WHAT NEEDS TO BE DONE:
When a line of the records contains "controls", copy it.

(Records contained in a dataset)
▽

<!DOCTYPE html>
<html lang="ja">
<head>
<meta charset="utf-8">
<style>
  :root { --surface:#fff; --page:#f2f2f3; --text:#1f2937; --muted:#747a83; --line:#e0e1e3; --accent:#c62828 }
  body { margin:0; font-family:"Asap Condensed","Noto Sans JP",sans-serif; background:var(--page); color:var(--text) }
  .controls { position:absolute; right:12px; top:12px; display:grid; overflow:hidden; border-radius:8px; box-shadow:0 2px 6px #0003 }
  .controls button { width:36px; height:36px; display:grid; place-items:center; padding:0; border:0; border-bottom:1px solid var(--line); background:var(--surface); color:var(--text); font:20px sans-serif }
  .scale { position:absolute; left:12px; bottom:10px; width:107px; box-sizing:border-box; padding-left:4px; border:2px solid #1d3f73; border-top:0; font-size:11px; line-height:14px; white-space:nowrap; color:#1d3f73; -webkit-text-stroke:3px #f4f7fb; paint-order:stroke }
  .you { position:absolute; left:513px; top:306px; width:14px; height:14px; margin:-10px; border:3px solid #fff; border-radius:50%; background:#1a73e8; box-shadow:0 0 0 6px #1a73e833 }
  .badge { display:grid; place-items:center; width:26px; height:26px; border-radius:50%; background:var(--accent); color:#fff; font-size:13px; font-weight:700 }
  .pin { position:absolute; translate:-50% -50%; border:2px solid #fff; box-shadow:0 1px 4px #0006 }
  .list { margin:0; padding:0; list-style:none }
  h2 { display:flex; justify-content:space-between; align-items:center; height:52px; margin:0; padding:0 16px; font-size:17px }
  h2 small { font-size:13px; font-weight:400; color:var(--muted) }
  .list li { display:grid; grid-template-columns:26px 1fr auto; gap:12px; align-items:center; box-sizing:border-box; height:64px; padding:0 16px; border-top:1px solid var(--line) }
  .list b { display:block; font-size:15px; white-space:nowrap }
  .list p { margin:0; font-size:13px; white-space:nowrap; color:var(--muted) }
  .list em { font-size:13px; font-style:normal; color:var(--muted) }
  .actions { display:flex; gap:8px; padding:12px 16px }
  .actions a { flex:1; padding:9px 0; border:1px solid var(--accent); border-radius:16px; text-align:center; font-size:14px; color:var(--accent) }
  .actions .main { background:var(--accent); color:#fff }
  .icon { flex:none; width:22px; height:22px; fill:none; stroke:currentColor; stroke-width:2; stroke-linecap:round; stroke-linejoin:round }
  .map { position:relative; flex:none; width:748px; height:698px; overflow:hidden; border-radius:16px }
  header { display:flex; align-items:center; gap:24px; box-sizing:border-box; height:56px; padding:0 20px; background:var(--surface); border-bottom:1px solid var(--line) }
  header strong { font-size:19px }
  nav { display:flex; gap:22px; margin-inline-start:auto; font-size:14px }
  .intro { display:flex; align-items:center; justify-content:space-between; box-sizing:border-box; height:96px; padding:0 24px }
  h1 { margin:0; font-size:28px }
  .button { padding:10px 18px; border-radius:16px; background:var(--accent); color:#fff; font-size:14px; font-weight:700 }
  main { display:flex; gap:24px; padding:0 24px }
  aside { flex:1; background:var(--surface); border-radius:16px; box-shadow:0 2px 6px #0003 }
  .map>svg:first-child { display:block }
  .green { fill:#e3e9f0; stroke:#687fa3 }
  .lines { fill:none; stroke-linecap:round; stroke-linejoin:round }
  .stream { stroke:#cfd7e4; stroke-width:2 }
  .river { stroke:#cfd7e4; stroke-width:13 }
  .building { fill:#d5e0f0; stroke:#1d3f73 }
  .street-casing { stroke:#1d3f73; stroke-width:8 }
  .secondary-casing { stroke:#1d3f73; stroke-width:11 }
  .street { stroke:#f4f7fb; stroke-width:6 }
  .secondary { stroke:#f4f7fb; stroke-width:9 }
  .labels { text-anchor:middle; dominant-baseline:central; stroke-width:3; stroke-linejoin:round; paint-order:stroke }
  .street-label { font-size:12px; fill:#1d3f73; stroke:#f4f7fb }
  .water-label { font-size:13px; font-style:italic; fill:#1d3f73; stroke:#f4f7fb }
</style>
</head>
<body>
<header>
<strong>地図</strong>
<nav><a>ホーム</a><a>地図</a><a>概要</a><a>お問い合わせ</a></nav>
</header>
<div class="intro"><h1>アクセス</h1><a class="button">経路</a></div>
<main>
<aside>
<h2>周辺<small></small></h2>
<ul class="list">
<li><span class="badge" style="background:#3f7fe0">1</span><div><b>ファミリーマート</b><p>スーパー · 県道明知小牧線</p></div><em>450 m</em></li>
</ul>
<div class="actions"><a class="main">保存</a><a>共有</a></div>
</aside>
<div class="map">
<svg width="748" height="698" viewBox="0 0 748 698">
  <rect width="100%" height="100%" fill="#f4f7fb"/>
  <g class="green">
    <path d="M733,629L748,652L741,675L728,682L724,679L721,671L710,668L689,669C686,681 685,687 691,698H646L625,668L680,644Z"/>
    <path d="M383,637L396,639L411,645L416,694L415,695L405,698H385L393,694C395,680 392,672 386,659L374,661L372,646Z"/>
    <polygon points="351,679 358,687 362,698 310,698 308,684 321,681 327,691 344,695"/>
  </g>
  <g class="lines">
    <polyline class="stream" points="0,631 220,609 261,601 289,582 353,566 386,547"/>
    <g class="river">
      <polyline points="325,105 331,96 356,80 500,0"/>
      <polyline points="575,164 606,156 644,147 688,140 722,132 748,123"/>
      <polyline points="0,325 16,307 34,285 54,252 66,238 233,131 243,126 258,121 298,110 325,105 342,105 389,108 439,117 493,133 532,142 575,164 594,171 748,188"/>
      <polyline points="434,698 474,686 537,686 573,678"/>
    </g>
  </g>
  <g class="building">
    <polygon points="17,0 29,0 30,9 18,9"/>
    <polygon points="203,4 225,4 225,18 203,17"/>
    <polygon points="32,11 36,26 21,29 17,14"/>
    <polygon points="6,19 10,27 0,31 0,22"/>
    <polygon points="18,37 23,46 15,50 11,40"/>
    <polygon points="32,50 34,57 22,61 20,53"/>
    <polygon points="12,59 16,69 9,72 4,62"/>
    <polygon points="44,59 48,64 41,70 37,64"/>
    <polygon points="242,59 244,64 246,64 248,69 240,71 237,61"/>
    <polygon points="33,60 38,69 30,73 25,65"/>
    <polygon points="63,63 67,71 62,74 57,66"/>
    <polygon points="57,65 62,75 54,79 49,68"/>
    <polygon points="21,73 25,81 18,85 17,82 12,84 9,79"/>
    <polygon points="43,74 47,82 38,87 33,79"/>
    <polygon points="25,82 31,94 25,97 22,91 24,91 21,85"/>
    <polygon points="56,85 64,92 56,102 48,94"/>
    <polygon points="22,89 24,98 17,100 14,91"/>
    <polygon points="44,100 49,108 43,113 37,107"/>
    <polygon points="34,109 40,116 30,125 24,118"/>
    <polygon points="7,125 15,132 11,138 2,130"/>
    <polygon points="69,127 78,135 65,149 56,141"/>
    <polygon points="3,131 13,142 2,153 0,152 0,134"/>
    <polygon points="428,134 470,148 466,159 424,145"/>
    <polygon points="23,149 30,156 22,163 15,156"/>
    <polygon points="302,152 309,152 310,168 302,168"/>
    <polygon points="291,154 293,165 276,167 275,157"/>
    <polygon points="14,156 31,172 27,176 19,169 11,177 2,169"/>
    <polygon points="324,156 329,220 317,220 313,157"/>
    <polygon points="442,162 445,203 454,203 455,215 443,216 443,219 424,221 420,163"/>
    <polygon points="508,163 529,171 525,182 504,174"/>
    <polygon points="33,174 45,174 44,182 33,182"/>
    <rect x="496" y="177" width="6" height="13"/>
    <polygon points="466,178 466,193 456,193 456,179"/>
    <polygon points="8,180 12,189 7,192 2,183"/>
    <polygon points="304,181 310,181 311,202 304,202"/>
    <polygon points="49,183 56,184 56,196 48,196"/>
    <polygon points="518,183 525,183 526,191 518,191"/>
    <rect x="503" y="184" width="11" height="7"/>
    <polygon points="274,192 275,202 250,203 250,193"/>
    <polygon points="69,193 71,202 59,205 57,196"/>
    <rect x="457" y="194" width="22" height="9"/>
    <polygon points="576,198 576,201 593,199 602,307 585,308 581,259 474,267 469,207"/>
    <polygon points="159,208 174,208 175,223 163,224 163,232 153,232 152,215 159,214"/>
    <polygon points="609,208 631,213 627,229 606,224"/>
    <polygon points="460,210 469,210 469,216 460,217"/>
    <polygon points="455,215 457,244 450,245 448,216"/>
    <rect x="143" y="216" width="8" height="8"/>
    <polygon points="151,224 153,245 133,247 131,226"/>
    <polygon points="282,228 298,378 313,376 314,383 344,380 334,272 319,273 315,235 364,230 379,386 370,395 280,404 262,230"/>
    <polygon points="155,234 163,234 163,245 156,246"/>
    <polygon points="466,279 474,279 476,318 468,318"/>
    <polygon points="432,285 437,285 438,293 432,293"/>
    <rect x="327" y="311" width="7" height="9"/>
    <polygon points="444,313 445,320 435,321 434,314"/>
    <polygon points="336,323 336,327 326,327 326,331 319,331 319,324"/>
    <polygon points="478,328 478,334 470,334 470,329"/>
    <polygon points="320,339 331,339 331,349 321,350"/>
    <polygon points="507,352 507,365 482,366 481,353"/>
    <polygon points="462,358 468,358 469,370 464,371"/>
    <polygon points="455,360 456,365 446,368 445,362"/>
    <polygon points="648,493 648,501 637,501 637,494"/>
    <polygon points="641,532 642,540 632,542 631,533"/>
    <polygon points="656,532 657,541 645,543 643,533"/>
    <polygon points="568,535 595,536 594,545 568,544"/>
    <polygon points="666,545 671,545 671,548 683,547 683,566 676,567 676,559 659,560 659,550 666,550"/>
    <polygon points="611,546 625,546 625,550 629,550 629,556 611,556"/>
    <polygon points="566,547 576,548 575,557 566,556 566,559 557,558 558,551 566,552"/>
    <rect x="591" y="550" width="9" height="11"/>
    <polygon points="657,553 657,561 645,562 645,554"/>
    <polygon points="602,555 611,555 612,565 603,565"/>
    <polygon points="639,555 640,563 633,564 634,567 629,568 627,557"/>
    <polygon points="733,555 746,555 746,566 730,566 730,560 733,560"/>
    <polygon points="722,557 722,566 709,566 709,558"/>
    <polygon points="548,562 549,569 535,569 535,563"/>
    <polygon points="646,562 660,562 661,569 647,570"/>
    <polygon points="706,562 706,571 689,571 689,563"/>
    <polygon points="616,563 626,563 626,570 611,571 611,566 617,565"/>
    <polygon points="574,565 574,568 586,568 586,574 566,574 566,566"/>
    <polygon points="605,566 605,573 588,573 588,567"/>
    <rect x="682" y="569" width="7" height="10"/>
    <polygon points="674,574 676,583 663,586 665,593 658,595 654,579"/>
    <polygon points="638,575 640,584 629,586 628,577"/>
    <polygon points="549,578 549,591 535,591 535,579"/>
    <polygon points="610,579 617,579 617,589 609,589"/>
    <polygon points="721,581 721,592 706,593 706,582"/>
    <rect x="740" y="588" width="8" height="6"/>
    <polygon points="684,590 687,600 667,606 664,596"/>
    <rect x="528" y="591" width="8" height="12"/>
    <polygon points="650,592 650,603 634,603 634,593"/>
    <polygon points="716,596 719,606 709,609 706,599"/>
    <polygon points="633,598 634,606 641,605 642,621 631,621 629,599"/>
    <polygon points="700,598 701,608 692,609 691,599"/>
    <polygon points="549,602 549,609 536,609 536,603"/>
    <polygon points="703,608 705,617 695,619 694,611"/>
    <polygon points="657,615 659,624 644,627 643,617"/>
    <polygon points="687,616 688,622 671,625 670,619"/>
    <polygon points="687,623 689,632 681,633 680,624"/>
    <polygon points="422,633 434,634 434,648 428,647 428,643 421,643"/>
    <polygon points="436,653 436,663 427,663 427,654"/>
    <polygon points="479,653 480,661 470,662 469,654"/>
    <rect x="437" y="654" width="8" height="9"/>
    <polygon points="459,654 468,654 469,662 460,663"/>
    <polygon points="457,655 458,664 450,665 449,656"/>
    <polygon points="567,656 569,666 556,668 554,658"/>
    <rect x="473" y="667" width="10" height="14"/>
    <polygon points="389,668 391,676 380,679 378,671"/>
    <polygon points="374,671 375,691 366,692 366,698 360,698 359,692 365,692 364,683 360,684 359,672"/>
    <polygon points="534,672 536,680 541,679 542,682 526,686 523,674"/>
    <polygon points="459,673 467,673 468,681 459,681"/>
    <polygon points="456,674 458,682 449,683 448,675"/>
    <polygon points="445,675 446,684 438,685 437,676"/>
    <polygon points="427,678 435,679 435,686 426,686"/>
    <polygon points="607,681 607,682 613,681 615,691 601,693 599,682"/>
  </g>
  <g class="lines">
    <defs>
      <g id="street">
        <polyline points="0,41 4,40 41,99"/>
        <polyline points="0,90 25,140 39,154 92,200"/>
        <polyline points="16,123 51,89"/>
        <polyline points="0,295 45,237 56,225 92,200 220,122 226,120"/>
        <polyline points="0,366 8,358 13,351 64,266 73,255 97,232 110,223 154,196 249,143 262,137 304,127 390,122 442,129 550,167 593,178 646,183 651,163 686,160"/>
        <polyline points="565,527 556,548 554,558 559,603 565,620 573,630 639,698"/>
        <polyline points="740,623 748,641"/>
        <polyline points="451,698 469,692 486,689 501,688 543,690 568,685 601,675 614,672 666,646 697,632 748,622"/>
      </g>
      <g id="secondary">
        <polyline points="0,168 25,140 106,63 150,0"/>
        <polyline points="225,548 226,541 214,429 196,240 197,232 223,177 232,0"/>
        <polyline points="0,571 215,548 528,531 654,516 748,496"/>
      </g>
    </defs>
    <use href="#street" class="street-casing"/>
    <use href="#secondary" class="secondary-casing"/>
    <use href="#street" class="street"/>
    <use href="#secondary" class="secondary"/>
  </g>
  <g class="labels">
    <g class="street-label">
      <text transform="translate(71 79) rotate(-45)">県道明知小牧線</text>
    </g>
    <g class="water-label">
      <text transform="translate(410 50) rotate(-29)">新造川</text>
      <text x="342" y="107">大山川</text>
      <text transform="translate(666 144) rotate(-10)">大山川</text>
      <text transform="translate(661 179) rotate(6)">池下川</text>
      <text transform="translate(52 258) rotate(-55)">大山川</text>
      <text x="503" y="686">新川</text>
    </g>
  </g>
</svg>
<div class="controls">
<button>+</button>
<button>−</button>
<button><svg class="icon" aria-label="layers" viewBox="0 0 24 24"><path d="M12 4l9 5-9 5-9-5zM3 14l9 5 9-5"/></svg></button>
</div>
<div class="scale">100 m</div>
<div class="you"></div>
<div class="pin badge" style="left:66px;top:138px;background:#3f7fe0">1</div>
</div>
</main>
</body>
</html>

△
▽

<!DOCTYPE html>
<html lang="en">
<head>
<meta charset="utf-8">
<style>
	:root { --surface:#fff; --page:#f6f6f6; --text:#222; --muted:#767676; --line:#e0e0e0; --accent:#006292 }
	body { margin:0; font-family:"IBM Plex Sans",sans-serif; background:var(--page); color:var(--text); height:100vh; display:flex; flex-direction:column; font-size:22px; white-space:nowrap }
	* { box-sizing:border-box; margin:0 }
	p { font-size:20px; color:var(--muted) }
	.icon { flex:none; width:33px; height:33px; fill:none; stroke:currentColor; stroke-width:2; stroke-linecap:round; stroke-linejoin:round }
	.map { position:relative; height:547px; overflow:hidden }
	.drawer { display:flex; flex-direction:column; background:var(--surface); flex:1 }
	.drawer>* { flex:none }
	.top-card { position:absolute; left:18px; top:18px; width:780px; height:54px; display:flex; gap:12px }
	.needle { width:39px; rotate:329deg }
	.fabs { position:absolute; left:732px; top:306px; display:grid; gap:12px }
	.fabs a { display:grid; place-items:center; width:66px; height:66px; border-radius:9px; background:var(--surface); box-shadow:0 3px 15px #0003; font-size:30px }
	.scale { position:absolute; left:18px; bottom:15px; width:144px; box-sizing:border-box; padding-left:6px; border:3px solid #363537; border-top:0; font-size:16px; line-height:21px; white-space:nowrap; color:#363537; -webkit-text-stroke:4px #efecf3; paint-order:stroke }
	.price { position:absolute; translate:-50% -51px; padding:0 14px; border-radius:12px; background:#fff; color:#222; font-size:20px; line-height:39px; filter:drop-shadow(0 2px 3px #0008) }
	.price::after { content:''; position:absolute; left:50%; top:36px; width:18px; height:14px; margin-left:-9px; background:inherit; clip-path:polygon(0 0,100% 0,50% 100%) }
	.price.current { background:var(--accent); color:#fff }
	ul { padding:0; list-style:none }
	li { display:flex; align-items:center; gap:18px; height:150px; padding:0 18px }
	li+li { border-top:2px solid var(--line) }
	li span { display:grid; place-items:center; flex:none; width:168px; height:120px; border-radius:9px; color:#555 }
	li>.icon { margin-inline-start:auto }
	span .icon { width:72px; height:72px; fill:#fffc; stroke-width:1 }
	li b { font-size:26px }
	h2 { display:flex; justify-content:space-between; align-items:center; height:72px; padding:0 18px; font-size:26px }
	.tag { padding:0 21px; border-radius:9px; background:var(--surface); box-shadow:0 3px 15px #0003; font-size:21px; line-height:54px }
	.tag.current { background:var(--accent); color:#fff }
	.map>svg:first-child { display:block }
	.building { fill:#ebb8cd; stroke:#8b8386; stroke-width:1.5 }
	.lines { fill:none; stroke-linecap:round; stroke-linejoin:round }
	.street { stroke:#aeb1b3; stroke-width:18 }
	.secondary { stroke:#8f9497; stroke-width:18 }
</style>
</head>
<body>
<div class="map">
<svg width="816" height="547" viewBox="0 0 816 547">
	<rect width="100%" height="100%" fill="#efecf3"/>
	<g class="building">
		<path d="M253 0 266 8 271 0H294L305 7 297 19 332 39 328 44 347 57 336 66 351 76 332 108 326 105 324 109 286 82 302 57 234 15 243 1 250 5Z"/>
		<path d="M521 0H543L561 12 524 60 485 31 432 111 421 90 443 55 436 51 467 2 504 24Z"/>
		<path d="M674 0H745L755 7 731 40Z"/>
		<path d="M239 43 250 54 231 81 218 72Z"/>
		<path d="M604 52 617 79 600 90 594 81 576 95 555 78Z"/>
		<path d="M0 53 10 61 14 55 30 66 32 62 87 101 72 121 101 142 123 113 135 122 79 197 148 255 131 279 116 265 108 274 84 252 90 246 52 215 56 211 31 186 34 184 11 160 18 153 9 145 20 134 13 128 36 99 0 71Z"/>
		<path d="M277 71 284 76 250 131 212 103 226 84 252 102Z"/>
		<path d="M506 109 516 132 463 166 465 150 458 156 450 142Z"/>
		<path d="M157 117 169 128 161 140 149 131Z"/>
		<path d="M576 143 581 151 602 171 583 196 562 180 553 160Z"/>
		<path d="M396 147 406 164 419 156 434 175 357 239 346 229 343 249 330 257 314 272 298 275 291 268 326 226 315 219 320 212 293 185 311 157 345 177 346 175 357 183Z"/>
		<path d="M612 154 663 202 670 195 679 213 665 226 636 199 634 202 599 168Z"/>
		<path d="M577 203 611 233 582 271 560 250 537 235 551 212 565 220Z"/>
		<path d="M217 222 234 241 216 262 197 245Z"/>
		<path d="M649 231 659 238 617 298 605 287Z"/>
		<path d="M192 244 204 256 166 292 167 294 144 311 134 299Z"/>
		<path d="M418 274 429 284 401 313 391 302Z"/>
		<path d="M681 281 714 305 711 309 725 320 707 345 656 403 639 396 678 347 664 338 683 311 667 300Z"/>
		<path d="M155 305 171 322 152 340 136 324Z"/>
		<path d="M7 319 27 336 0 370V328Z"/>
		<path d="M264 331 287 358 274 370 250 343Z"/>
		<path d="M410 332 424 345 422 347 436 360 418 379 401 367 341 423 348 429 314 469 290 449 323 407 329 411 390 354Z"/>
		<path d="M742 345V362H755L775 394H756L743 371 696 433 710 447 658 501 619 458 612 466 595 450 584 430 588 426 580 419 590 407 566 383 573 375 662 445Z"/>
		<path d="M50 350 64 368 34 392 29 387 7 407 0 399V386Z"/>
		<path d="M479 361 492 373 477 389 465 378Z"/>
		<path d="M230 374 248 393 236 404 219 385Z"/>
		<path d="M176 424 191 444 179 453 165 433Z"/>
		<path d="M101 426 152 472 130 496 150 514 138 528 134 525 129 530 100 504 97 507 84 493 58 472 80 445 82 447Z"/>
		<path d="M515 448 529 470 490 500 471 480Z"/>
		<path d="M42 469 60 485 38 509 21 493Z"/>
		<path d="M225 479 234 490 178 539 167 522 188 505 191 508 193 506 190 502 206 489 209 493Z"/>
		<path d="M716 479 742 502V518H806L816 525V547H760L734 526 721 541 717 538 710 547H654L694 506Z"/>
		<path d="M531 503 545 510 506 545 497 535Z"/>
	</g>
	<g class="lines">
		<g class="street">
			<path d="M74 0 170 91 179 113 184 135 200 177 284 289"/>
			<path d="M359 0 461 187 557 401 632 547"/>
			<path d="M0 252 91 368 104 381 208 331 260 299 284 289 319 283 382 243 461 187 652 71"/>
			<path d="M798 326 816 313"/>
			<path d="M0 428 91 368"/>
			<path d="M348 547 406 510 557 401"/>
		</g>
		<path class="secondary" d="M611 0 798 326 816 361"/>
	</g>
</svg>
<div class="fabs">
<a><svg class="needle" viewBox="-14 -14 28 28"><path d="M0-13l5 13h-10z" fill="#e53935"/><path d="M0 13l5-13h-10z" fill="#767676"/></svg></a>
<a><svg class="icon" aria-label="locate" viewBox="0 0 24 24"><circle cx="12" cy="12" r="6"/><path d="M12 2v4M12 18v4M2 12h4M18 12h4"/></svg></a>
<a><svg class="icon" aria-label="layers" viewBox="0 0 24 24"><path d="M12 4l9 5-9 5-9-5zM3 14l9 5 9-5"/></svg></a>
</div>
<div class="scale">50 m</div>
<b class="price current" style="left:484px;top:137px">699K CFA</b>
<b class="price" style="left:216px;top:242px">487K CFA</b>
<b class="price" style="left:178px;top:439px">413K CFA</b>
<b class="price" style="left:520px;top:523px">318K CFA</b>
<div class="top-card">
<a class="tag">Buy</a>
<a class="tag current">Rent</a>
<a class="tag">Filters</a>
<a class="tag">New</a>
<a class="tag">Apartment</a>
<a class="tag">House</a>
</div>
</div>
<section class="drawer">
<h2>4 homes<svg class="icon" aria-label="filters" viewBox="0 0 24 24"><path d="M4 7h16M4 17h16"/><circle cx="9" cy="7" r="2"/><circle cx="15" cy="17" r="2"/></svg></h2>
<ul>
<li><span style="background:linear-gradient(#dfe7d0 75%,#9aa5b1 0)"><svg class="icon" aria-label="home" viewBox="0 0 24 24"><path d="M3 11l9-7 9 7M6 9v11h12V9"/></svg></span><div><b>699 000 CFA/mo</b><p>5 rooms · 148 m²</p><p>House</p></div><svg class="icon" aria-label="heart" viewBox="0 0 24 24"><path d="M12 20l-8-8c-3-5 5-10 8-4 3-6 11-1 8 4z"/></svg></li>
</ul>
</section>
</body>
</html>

△

RESULT OF THIS TASK:
  .controls { position:absolute; right:12px; top:12px; display:grid; overflow:hidden; border-radius:8px; box-shadow:0 2px 6px #0003 }
  .controls button { width:36px; height:36px; display:grid; place-items:center; padding:0; border:0; border-bottom:1px solid var(--line); background:var(--surface); color:var(--text); font:20px sans-serif }
<div class="controls">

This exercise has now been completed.